Pistoli placed his hand on the girl’s shoulder.

“I’ll tell you something that I would never admit to the pretentious, stay-at-home, down-at-the-heel squirelings around here. My ancestors happened to be mercenaries. And me too, I’m just another vagrant soldier of fortune who happened to pick this region for his theater of operations. I love no one. I could howl in pain and joy, for I am a solitary, I make no confessions or concessions, walk through life stubbornly alone, need no one’s friendship, scorn anyone’s hatred; shoulders back, chest out, I am all alone. The most they can take from me is my life…And madam, I sense that you, too, are proud of being able to be alone for long periods, and often.”

“Always…” The word escaped Miss Maszkerádi’s mouth, in spite of herself. She quickly regretted it, for she went on: “What business can you have with me when I refuse even to tread on you, when I avoid you like a dead cur lying belly up in a ditch…”

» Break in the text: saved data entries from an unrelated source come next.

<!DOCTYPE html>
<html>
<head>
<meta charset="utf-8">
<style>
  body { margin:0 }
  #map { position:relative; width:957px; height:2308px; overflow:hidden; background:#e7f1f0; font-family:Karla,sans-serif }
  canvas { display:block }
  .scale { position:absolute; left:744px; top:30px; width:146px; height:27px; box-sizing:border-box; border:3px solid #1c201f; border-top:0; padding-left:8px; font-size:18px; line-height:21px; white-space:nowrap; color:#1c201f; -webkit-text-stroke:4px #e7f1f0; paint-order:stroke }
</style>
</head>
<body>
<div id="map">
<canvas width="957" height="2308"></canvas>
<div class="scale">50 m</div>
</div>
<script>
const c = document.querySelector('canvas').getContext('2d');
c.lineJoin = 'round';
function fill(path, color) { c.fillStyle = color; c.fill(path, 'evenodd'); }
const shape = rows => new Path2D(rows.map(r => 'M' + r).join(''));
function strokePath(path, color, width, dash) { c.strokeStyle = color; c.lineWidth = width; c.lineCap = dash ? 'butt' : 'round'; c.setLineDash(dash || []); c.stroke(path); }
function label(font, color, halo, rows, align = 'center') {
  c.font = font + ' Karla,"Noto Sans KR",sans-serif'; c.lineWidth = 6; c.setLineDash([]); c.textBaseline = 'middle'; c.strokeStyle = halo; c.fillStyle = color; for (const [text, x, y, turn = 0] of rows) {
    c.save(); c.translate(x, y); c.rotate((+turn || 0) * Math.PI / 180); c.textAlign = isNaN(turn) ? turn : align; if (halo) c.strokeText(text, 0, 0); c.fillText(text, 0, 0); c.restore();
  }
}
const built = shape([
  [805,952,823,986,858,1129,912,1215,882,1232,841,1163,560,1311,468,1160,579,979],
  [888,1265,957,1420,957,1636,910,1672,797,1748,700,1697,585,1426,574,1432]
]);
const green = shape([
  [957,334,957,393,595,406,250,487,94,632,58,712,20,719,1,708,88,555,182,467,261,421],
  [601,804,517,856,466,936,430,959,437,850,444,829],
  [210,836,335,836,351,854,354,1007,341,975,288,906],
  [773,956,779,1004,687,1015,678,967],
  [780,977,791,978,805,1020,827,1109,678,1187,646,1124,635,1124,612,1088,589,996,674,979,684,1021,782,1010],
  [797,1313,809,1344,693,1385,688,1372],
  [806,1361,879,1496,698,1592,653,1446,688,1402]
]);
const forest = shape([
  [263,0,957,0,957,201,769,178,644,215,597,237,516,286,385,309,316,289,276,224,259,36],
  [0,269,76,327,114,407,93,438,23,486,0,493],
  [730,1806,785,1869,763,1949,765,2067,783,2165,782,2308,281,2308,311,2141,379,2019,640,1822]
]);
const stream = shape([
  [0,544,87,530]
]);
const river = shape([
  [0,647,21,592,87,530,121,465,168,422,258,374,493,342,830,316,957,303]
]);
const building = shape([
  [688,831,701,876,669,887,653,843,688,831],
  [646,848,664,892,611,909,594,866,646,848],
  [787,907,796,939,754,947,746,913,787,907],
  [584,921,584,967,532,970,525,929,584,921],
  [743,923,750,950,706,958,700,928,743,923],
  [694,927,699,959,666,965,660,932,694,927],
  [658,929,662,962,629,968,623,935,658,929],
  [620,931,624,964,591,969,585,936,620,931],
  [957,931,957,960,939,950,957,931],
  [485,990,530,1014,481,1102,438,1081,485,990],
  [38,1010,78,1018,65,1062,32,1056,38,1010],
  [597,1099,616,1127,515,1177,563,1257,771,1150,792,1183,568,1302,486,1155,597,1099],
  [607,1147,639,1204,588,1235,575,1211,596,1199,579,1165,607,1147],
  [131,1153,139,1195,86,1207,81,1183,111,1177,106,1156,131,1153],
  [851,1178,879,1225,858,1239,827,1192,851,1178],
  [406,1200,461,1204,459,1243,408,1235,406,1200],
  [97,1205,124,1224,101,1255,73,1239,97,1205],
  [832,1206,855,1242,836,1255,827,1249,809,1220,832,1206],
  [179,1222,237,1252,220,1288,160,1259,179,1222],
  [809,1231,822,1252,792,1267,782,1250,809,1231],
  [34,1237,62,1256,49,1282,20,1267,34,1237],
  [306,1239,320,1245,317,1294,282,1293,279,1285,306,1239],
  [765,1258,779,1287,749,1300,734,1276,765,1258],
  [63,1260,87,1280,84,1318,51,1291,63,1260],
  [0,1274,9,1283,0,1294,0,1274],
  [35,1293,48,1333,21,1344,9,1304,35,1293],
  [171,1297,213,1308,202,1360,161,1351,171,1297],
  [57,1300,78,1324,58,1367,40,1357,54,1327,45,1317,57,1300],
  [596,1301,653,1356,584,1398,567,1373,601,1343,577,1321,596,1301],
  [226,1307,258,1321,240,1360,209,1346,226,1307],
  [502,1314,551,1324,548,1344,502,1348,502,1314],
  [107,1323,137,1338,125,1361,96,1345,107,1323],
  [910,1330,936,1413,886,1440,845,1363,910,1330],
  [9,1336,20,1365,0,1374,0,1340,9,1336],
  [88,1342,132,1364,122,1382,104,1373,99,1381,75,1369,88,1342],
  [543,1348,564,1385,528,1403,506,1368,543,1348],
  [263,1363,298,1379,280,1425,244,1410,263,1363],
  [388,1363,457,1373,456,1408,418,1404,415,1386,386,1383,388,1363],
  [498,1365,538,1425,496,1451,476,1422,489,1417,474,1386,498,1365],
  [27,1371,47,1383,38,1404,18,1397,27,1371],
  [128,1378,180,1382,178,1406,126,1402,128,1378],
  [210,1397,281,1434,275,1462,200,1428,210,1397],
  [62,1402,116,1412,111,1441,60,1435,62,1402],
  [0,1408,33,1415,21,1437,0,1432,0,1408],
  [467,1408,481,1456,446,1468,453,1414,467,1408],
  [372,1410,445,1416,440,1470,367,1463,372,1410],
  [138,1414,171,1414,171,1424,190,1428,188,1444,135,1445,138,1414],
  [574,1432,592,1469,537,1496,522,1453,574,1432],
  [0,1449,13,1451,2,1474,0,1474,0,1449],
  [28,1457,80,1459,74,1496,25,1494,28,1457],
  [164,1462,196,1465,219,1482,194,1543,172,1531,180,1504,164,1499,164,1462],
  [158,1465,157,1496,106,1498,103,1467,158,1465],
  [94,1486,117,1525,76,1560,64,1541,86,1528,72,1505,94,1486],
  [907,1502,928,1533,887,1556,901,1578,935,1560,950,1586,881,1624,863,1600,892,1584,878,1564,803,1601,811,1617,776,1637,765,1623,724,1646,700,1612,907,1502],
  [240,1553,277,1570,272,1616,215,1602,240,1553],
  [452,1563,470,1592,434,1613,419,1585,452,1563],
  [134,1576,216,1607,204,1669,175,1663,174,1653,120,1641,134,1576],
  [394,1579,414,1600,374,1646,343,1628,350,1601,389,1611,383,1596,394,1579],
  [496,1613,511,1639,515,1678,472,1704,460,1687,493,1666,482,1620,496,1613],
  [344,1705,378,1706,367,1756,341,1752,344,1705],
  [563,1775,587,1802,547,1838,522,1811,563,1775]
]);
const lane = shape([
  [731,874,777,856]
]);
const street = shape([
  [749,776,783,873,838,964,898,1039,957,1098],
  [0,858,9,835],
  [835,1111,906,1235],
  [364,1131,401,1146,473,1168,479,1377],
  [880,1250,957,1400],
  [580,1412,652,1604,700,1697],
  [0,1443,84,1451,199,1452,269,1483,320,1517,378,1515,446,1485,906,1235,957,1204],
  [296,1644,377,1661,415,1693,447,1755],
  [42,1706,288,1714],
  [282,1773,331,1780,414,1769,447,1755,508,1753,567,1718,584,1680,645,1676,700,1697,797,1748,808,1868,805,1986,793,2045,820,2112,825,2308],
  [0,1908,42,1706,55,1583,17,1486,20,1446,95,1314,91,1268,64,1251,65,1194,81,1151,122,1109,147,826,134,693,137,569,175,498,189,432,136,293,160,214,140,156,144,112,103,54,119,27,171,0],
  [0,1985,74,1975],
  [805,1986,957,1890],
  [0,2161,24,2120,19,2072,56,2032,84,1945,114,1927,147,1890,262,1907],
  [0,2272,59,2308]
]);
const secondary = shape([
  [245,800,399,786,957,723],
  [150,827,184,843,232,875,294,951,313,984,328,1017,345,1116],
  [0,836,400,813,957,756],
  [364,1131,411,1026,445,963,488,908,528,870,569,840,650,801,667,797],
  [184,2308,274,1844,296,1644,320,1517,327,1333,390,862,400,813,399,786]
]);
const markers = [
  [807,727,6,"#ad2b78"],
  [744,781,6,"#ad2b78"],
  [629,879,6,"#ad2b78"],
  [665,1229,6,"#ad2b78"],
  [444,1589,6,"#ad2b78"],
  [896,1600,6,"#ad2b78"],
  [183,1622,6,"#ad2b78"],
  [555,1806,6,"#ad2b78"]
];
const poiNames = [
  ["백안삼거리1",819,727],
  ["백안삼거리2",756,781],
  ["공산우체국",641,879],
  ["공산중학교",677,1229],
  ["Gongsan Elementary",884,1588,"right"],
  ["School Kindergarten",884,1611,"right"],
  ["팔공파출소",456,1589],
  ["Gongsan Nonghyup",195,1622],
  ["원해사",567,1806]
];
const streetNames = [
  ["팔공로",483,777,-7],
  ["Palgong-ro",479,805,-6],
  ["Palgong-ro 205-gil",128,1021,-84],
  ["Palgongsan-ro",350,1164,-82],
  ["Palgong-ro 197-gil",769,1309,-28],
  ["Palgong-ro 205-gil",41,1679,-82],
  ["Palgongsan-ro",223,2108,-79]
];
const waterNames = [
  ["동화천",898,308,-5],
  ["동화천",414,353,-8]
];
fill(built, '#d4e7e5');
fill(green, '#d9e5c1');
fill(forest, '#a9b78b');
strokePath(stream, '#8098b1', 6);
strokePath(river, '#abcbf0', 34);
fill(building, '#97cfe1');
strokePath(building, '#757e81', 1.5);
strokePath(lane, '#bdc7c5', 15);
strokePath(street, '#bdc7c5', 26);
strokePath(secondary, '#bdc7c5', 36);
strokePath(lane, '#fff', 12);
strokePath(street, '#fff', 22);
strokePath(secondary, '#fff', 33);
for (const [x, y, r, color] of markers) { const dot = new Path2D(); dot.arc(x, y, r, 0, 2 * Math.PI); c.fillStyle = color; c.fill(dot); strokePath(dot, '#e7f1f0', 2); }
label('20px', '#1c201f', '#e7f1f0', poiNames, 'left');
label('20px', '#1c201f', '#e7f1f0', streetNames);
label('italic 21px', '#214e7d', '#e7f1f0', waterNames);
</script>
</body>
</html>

But Pistoli pretended not to have heard the young lady’s razor-edged words. He merely hummed and nodded at his wineglass:

“I drink wine to find my friends. They’re all here. My youth, my courage, my skepticism and superstitions. They’re all right here, everyone I’ve ever loved and hated. All those dear faces look at me from the glass of wine. They beg for mercy, but I still drink them up. Here they are, the women who went insane and now wait in the madhouse for the chance to steal a knife to plunge into their hearts — or mine. They stare at me, and call me, and promise me everything. My three crazy wives. One lies abed all day and her hair is shorn as short as a boy’s. She has no gray hairs — the hair of the insane does not turn gray. Her eyes never leave the window, she waits for my face to appear. She just lies there and never opens her mouth to speak, like an angel in eternity, the angel that carries omniscience in her apron. I become dazed, as if I gazed at a distant star, whenever I think of her. Whatever became of her, where did she go? For she never comes back to haunt.